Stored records
..............................

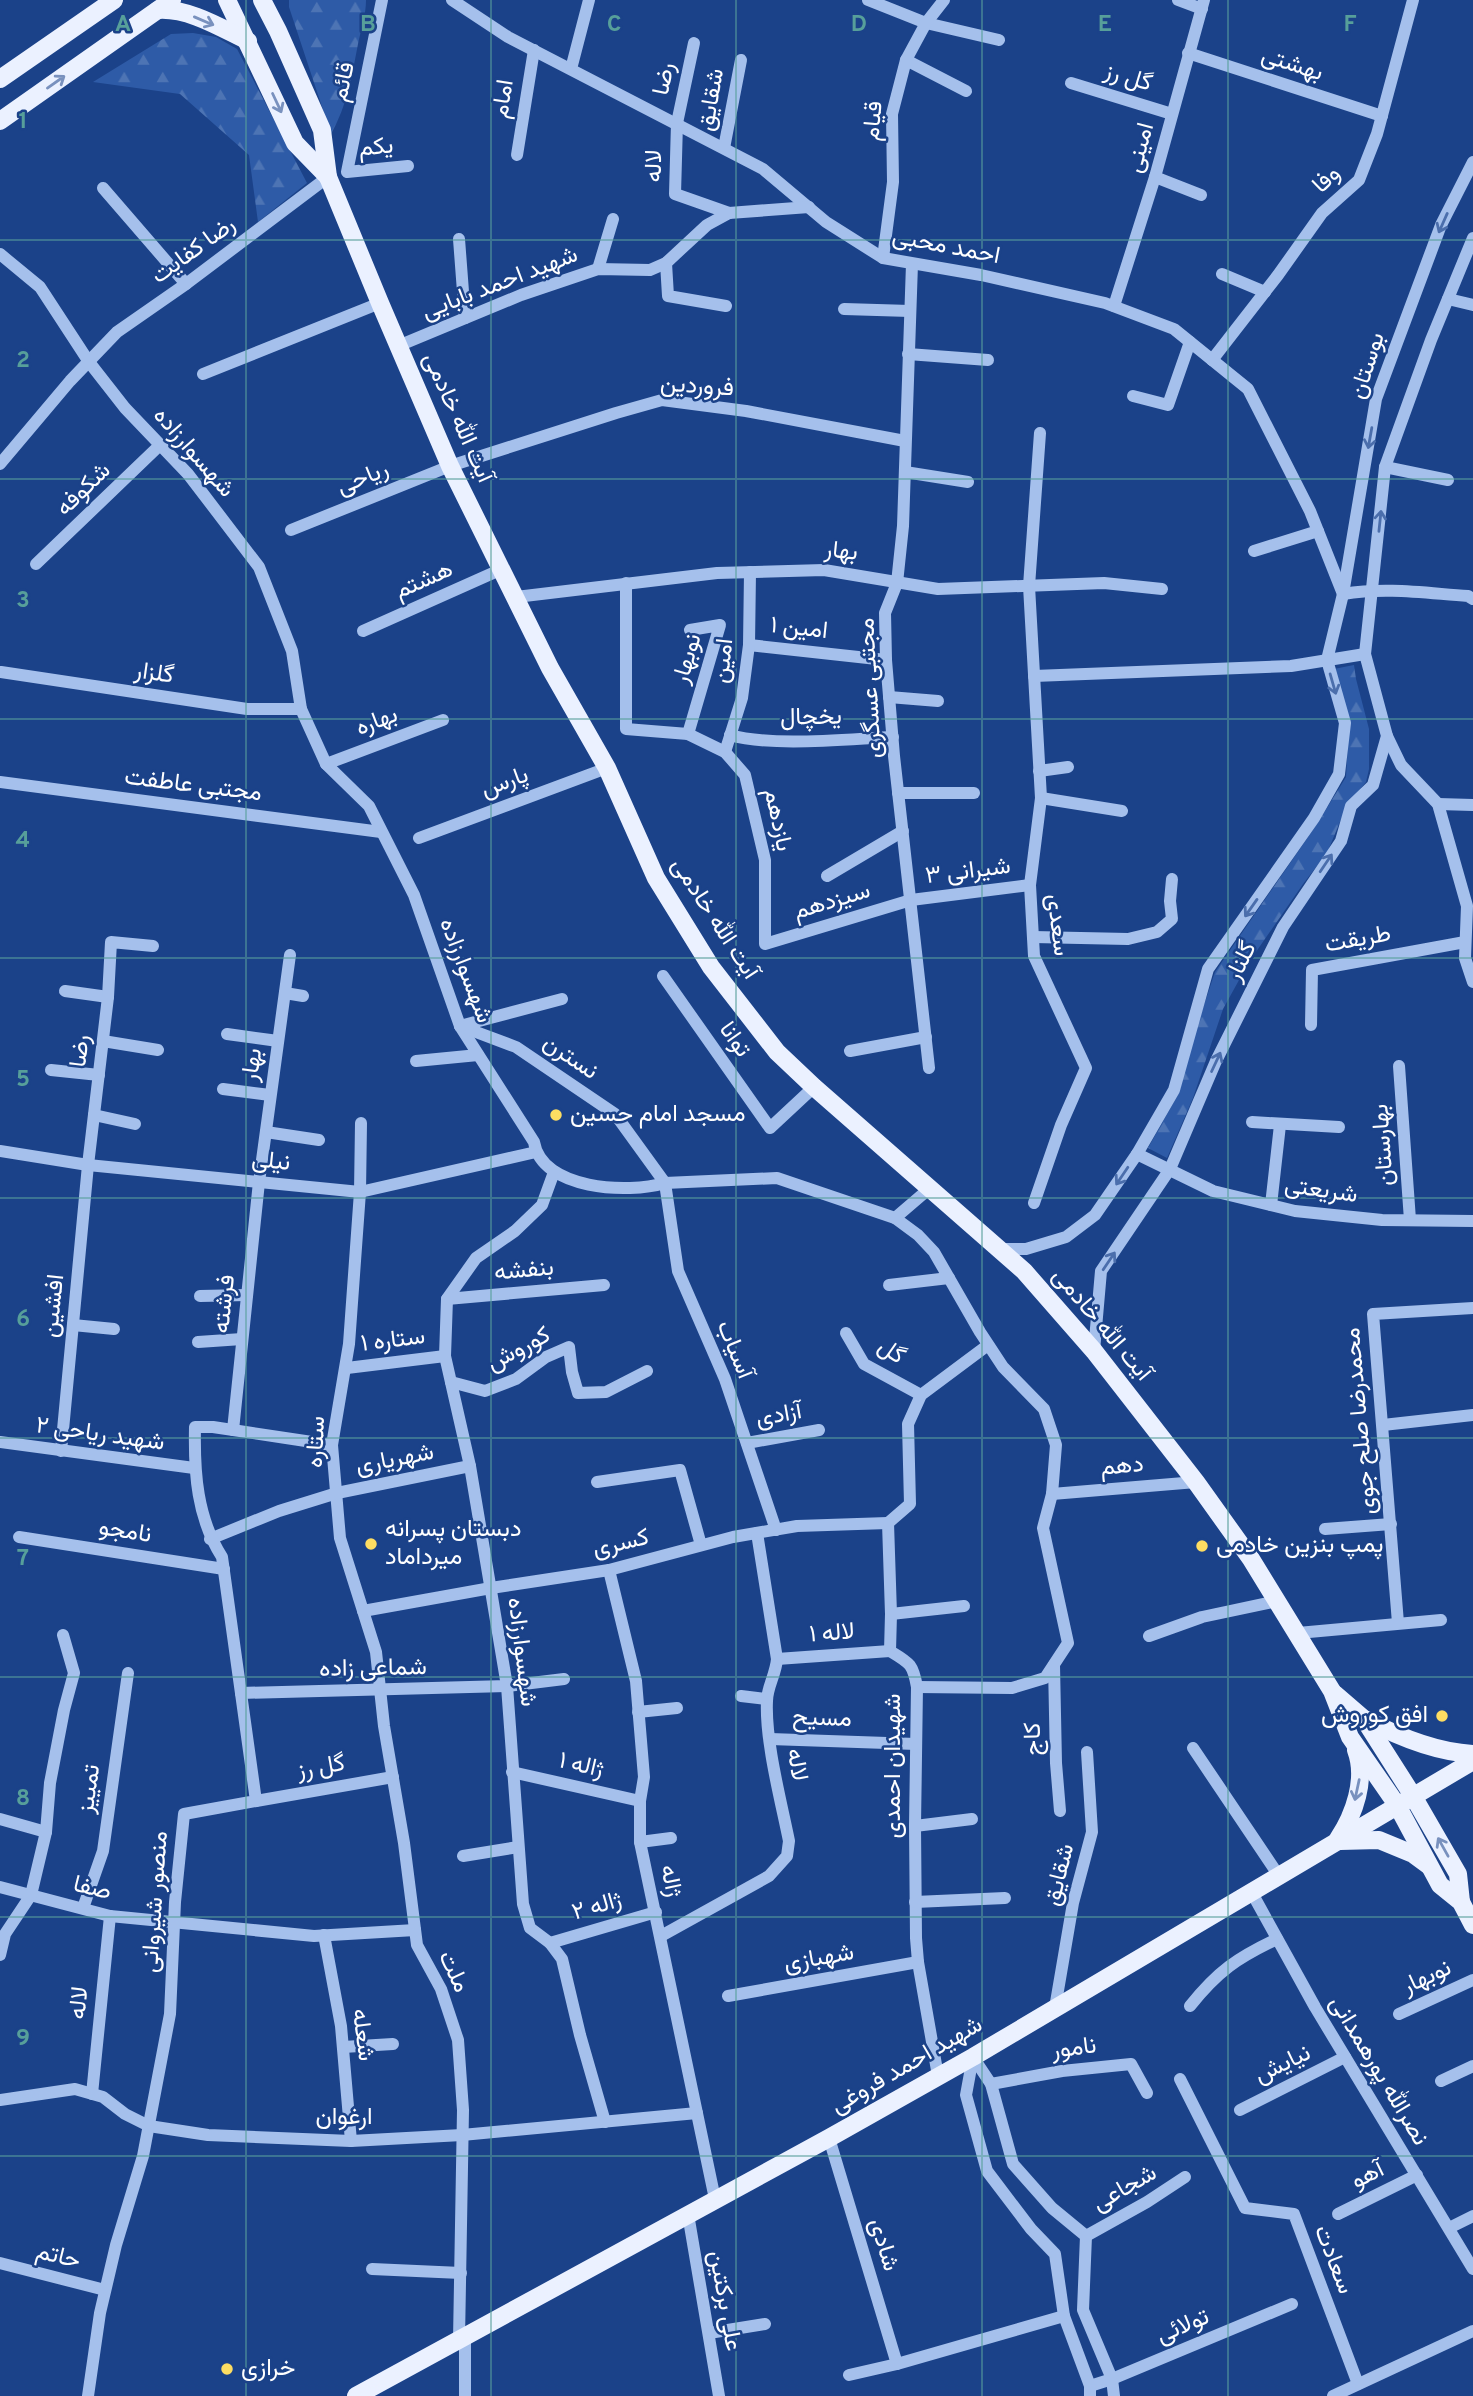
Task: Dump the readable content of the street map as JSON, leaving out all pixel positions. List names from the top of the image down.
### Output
{
  "streets": {
    "main road": ["آیت الله خادمی", "شهید احمد فروغی"],
    "street": [
      "بهشتی",
      "گل رز",
      "رضا",
      "قائم",
      "امام",
      "شقایق",
      "قیام",
      "یکم",
      "امینی",
      "لاله",
      "وفا",
      "احمد محبی",
      "رضا کفایت",
      "شهید احمد بابایی",
      "بوستان",
      "فروردین",
      "شهسوارزاده",
      "ریاحی",
      "شکوفه",
      "بهار",
      "هشتم",
      "امین ۱",
      "نوبهار",
      "امین",
      "گلزار",
      "مجتبی عسگری",
      "یخچال",
      "بهاره",
      "پارس",
      "مجتبی عاطفت",
      "یازدهم",
      "شیرانی ۳",
      "سیزدهم",
      "سعدی",
      "طریقت",
      "گلنار",
      "توانا",
      "نسترن",
      "بهارستان",
      "نیلی",
      "شریعتی",
      "بنفشه",
      "فرشته",
      "افشین",
      "ستاره ۱",
      "کوروش",
      "آسیاب",
      "گل",
      "آزادی",
      "محمدرضا صلح جوی",
      "شهید ریاحی ۲",
      "ستاره",
      "شهریاری",
      "دهم",
      "نامجو",
      "کسری",
      "لاله ۱",
      "شماعی زاده",
      "مسیح",
      "کاج",
      "ژاله ۱",
      "شهیدان احمدی",
      "تمییز",
      "ژاله",
      "صفا",
      "منصور شیروانی",
      "ژاله ۲",
      "شهبازی",
      "ملت",
      "شعله",
      "نامور",
      "نیایش",
      "نصرالله پورهمدانی",
      "ارغوان",
      "آهو",
      "شجاعی",
      "شادی",
      "حاتم",
      "سعادت",
      "علی برکتین",
      "تولائی"
    ]
  },
  "crossings": [
    ["بهشتی", "امینی"],
    ["بهشتی", "وفا"],
    ["گل رز", "امینی"],
    ["گل رز", "منصور شیروانی"],
    ["گل رز", "ملت"],
    ["رضا", "لاله"],
    ["رضا", "احمد محبی"],
    ["رضا", "نیلی"],
    ["رضا", "افشین"],
    ["قائم", "یکم"],
    ["امام", "احمد محبی"],
    ["شقایق", "احمد محبی"],
    ["شقایق", "شهید احمد فروغی"],
    ["قیام", "احمد محبی"],
    ["امینی", "احمد محبی"],
    ["لاله", "احمد محبی"],
    ["لاله", "کسری"],
    ["لاله", "لاله ۱"],
    ["لاله", "مسیح"],
    ["لاله", "ژاله"],
    ["لاله", "صفا"],
    ["لاله", "ارغوان"],
    ["وفا", "احمد محبی"],
    ["احمد محبی", "بوستان"],
    ["احمد محبی", "مجتبی عسگری"],
    ["احمد محبی", "گلنار"],
    ["رضا کفایت", "آیت الله خادمی"],
    ["رضا کفایت", "شهسوارزاده"],
    ["شهید احمد بابایی", "آیت الله خادمی"],
    ["بوستان", "گلنار"],
    ["فروردین", "آیت الله خادمی"],
    ["فروردین", "ریاحی"],
    ["فروردین", "مجتبی عسگری"],
    ["آیت الله خادمی", "ریاحی"],
    ["آیت الله خادمی", "بهار"],
    ["آیت الله خادمی", "هشتم"],
    ["آیت الله خادمی", "پارس"],
    ["آیت الله خادمی", "گلنار"],
    ["آیت الله خادمی", "توانا"],
    ["آیت الله خادمی", "دهم"],
    ["آیت الله خادمی", "شهید احمد فروغی"],
    ["شهسوارزاده", "شکوفه"],
    ["شهسوارزاده", "گلزار"],
    ["شهسوارزاده", "بهاره"],
    ["شهسوارزاده", "مجتبی عاطفت"],
    ["شهسوارزاده", "نسترن"],
    ["شهسوارزاده", "نیلی"],
    ["شهسوارزاده", "بنفشه"],
    ["شهسوارزاده", "ستاره ۱"],
    ["شهسوارزاده", "کوروش"],
    ["شهسوارزاده", "شهریاری"],
    ["شهسوارزاده", "کسری"],
    ["شهسوارزاده", "شماعی زاده"],
    ["شهسوارزاده", "ژاله ۱"],
    ["شهسوارزاده", "ژاله ۲"],
    ["شهسوارزاده", "ارغوان"],
    ["بهار", "امین"],
    ["بهار", "مجتبی عسگری"],
    ["بهار", "یازدهم"],
    ["بهار", "سعدی"],
    ["بهار", "نیلی"],
    ["بهار", "فرشته"],
    ["امین ۱", "امین"],
    ["امین ۱", "مجتبی عسگری"],
    ["نوبهار", "یازدهم"],
    ["امین", "یخچال"],
    ["امین", "یازدهم"],
    ["مجتبی عسگری", "یخچال"],
    ["مجتبی عسگری", "شیرانی ۳"],
    ["مجتبی عسگری", "سیزدهم"],
    ["یازدهم", "سیزدهم"],
    ["شیرانی ۳", "سیزدهم"],
    ["شیرانی ۳", "سعدی"],
    ["گلنار", "شریعتی"],
    ["نسترن", "آسیاب"],
    ["بهارستان", "شریعتی"],
    ["نیلی", "فرشته"],
    ["نیلی", "افشین"],
    ["نیلی", "ستاره"],
    ["افشین", "شهید ریاحی ۲"],
    ["ستاره ۱", "ستاره"],
    ["آسیاب", "آزادی"],
    ["آسیاب", "کسری"],
    ["ستاره", "شهریاری"],
    ["ستاره", "کسری"],
    ["ستاره", "شماعی زاده"],
    ["ستاره", "ملت"],
    ["کسری", "ژاله"],
    ["لاله ۱", "شهیدان احمدی"],
    ["شماعی زاده", "ملت"],
    ["مسیح", "شهیدان احمدی"],
    ["ژاله ۱", "ژاله"],
    ["شهیدان احمدی", "شهبازی"],
    ["شهیدان احمدی", "شهید احمد فروغی"],
    ["تمییز", "صفا"],
    ["ژاله", "ژاله ۲"],
    ["ژاله", "شهید احمد فروغی"],
    ["ژاله", "ارغوان"],
    ["صفا", "منصور شیروانی"],
    ["منصور شیروانی", "ارغوان"],
    ["منصور شیروانی", "حاتم"],
    ["ملت", "شهید احمد فروغی"],
    ["ملت", "ارغوان"],
    ["شعله", "ارغوان"],
    ["نیایش", "نصرالله پورهمدانی"],
    ["شهید احمد فروغی", "نصرالله پورهمدانی"],
    ["شهید احمد فروغی", "شادی"],
    ["شهید احمد فروغی", "علی برکتین"],
    ["نصرالله پورهمدانی", "آهو"]
  ],
  "places": [
    "مسجد امام حسین",
    "دبستان پسرانه میرداماد",
    "پمپ بنزین خادمی",
    "افق کوروش",
    "خرازی"
  ],
  "grid": {
    "columns": [
      "A",
      "B",
      "C",
      "D",
      "E",
      "F"
    ],
    "rows": [
      "1",
      "2",
      "3",
      "4",
      "5",
      "6",
      "7",
      "8",
      "9"
    ]
  }
}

..............................

* **Problem statement**
Make a list of all lines in the data that contain "شماعی".

* **Finished task**
      "شماعی زاده",
    ["شهسوارزاده", "شماعی زاده"],
    ["ستاره", "شماعی زاده"],
    ["شماعی زاده", "ملت"],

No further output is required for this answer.